Land purchases in the second half of the twentieth
century expanded
Noble View to its present 358.5 acres. One of these purchases, a
30-acre tract of forest bought in 1959, was made in memory of former
Noble View Chair Malcolm B. Ross, whose dream was to protect Noble
View’s unspoiled landscape by expanding its boundaries. The Malcolm B.
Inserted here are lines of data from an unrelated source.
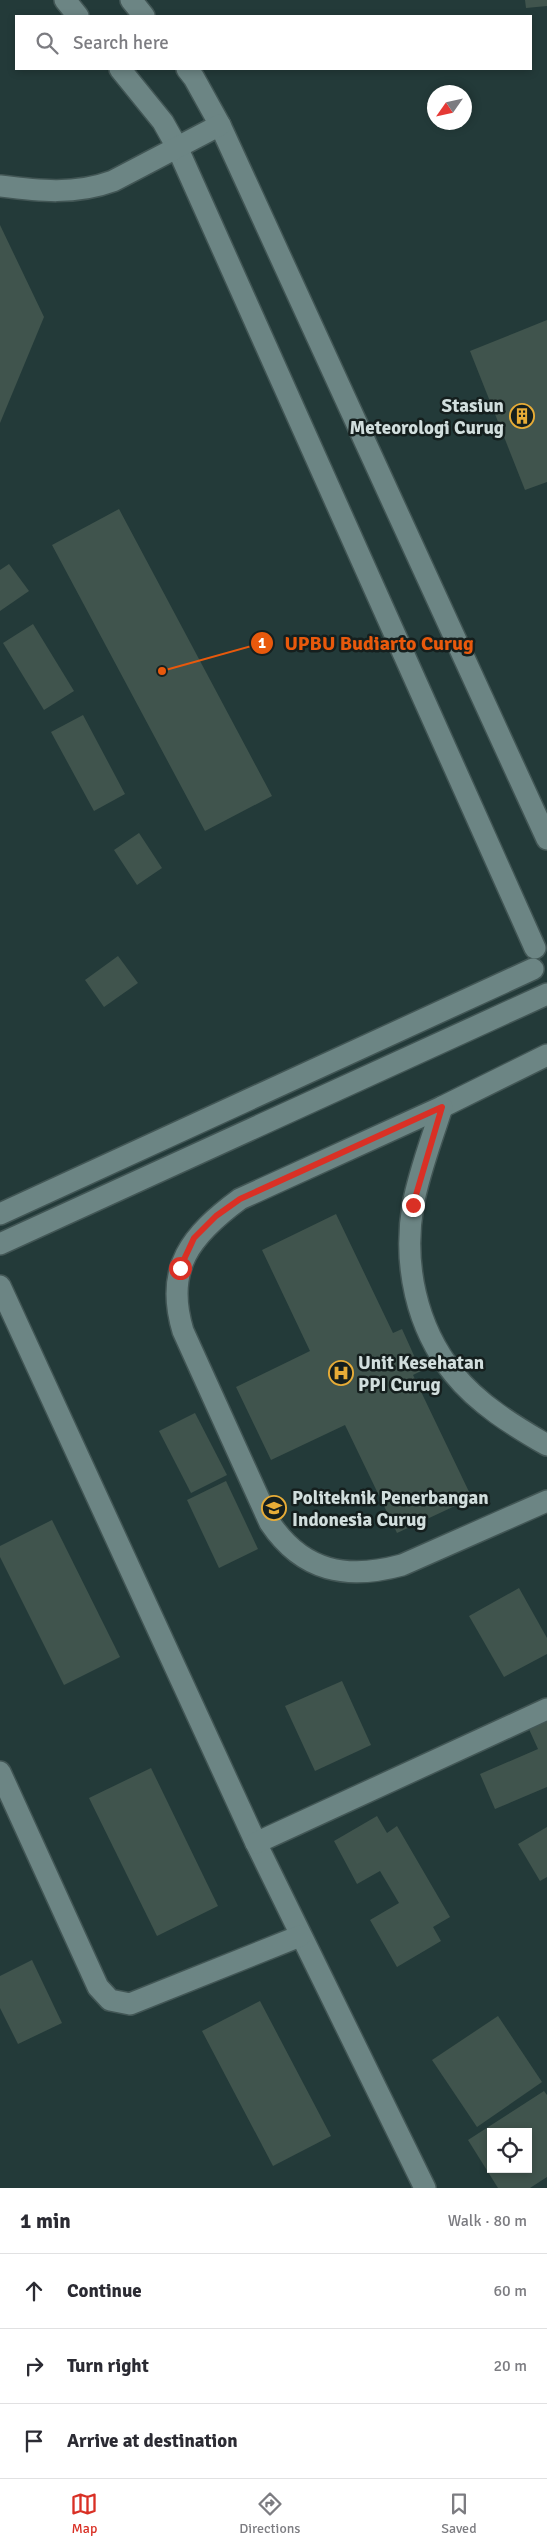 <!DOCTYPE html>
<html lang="en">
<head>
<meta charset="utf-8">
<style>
	body { margin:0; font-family:Signika,sans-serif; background:#f7f7f7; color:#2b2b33 }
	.controls { position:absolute; right:15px; bottom:15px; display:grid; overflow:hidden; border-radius:0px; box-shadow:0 2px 8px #0003 }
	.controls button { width:45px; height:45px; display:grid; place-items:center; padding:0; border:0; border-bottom:1px solid #e1e1e2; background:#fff; color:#2b2b33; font:25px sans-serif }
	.compass { position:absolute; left:427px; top:85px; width:45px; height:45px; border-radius:50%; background:#fff; box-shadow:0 2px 8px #0003; rotate:236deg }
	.stop { position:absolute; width:15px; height:15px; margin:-11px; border:4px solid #d93025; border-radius:50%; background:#fff }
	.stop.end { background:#d93025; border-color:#fff; box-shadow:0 1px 5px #0008 }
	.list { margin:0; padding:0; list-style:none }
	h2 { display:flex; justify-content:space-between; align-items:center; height:65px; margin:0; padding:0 20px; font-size:21px }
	h2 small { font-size:16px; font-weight:400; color:#7c7c81 }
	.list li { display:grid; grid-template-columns:32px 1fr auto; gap:15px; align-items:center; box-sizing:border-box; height:75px; padding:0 20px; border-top:1px solid #e1e1e2 }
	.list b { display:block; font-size:19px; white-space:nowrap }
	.list em { font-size:16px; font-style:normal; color:#7c7c81 }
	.icon { flex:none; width:28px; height:28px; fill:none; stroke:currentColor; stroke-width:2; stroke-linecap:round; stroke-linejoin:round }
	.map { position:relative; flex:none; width:547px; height:2188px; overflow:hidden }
	.search { position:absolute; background:#fff; box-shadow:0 2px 8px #0003; left:15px; right:15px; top:15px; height:55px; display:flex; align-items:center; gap:12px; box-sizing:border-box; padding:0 18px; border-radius:0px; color:#7c7c81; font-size:19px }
	.sheet { height:290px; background:#fff }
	nav { display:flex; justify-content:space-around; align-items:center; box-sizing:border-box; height:70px; border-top:1px solid #e1e1e2; background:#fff; font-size:14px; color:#7c7c81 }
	nav a { display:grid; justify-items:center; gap:2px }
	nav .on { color:#d93025 }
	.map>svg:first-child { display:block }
	.building { fill:#40544d; fill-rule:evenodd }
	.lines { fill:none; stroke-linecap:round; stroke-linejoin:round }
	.lane-casing { stroke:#425655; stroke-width:24 }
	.lane { stroke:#6c8584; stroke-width:21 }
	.route { stroke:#d93025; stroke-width:6 }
	.labels { text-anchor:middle; stroke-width:5; stroke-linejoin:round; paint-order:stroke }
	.poi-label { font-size:19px; font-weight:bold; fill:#d1dedd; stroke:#151f1e; text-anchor:start }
	.leader { fill:none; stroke:#e8590c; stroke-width:2 }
	.callout-dot { fill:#e8590c; stroke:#151f1e; stroke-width:2 }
	.mark-label { font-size:15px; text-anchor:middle; font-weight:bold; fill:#fff }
	.callout-label { font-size:20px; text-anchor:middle; font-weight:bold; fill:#e8590c; stroke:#151f1e; stroke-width:5; stroke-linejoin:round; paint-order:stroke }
</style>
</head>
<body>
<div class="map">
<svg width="547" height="2188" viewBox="0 0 547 2188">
	<rect width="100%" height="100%" fill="#233a39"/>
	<g class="building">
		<polygon points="525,0 547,0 547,6 526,8"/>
		<polygon points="0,225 44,317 0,423"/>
		<polygon points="547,320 547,482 525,490 470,351"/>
		<polygon points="119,509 272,796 205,831 52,545"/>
		<polygon points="9,564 29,591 0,611 0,570"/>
		<polygon points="33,624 74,691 44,710 3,643"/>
		<polygon points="83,715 125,794 94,811 51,732"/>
		<polygon points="139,833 162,868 137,885 114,850"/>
		<polygon points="118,956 138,983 104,1007 85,980"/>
		<polygon points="336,1214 393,1333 402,1329 421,1371 413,1375 472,1498 397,1533 345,1425 271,1460 236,1387 310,1351 262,1250"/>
		<polygon points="195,1413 227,1475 191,1493 159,1431"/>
		<polygon points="226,1481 258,1549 219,1568 187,1500"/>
		<polygon points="52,1520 120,1657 64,1685 0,1557 0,1546"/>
		<polygon points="519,1588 547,1638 547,1654 504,1677 469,1616"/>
		<polygon points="342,1681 371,1745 315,1771 285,1706"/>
		<polygon points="547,1719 547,1787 495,1809 480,1774 538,1749 528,1727"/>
		<polygon points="151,1768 218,1906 157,1936 89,1798"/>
		<polygon points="377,1816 387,1833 397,1826 450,1917 433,1927 441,1941 397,1967 370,1920 399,1903 380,1871 357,1884 334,1841"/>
		<polygon points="547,1827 547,1877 540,1881 518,1844"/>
		<polygon points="32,1960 62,2023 18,2044 0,2008 0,1976"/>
		<polygon points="260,2001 331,2136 273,2166 202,2031"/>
		<polygon points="498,2016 542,2082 477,2127 432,2060"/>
		<path d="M544,2091L547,2095V2177L530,2188H498L468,2140ZM491,2132H528V2169H491Z"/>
	</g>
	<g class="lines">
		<defs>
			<g id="lane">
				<polyline points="65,0 78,16"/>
				<polyline points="131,0 144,16"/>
				<polyline points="120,69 163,122 177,147 535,948"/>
				<polyline points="187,69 194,78 220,125 547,839"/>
				<path d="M0,186C39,191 75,195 113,181L220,125"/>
				<path d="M547,1055L442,1107L240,1199C191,1235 164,1268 183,1331L270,1523C303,1572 347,1580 402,1565L547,1501"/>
				<path d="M442,1107C432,1139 419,1172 413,1205C403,1264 416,1327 454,1374C478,1404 514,1426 547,1445"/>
				<polyline points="0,1214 533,969"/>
				<polyline points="0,1244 547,994"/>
				<polyline points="0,1286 256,1843 425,2188"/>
				<polyline points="0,1772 98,1987 110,2000 130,2004 300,1936"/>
				<polyline points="256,1843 547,1709"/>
			</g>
		</defs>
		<use href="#lane" class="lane-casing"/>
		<use href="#lane" class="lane"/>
	</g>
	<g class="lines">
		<polyline class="route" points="180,1268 194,1238 216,1216 240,1199 442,1107 413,1205"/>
	</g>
	<defs>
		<symbol id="building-ring" viewBox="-11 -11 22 22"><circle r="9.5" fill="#151f1e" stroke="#e7ac37" stroke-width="1.5"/><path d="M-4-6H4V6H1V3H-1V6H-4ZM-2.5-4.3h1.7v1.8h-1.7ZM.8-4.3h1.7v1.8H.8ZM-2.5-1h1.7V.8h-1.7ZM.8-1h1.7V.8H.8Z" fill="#e7ac37"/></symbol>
		<symbol id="hospital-ring" viewBox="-11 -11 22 22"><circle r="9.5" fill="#151f1e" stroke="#e7ac37" stroke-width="1.5"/><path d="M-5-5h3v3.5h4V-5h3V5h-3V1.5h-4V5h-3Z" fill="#e7ac37"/></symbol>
		<symbol id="university-ring" viewBox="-11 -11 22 22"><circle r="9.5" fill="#151f1e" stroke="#e7ac37" stroke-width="1.5"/><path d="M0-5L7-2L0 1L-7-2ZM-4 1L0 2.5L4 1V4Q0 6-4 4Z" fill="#e7ac37"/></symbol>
	</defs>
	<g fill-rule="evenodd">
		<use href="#building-ring" x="508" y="402" width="28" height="28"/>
		<use href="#hospital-ring" x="327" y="1359" width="28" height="28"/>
		<use href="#university-ring" x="260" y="1494" width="28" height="28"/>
	</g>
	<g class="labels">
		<g class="poi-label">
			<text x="504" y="412" text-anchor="end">Stasiun<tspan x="504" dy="22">Meteorologi Curug</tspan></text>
			<text x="358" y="1369">Unit Kesehatan<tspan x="358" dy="22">PPI Curug</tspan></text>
			<text x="292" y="1504">Politeknik Penerbangan<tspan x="292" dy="22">Indonesia Curug</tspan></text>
		</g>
	</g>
	<path class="leader" d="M162 671L262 643"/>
	<g class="callout-dot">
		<circle cx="162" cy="671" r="5"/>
		<circle cx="262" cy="643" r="12"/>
	</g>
	<g class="mark-label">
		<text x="262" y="648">1</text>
	</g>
	<g class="callout-label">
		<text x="379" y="650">UPBU Budiarto Curug</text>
	</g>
</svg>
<div class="controls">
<button><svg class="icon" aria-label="locate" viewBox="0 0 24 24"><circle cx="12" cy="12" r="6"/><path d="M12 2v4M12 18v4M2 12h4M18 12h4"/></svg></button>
</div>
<svg class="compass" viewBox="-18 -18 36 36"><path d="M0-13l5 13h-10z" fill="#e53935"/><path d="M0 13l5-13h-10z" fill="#7c7c81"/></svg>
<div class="stop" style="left:180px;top:1268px"></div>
<div class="stop end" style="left:413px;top:1205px"></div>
<div class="search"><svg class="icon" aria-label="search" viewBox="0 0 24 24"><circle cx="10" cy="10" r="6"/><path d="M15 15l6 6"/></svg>Search here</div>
</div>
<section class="sheet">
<h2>1 min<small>Walk · 80 m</small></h2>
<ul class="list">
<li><svg class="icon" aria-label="ahead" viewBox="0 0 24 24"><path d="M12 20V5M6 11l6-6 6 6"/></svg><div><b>Continue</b></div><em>60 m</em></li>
<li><svg class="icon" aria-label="right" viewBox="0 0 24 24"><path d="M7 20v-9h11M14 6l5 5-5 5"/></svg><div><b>Turn right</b></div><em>20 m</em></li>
<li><svg class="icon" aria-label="arrive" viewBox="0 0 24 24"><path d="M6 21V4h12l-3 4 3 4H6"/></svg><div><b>Arrive at destination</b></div></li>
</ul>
</section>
<nav>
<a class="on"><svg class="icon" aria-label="map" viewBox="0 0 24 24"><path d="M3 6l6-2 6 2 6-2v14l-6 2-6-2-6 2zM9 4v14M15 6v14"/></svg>Map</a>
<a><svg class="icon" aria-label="directions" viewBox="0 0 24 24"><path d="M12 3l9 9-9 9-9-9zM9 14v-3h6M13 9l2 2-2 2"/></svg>Directions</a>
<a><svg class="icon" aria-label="saved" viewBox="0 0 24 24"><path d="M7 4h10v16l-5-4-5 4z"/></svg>Saved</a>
</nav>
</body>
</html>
Ross Memorial Forest was dedicated on June 21, 1959, and is marked by a
cairn and a plaque.
Today’s Noble View, with its modern accomodations
and 17 miles of
well-maintained trails, is very different from the uncharted land
granted to Major John Pynchon in 1661, from the prosperous farm of the
1800’s, and from the private vacation preserve of the early 1900’s. But
its pristine beauty and rural peace remain the same. As it was in 1931,
the AMC and its Berkshire Chapter, and the Noble View Committee, are
committed to preserving this unique resource, both for the present and
for generations to come.
Compiled from original
documents, Berkshire Chapter reports, back issues of the Berkshire
Exchange, and articles from AMC’s Appalachia, especially “Our Noble
View” by Warner B. Sturtevant (Appalachia, June 1945).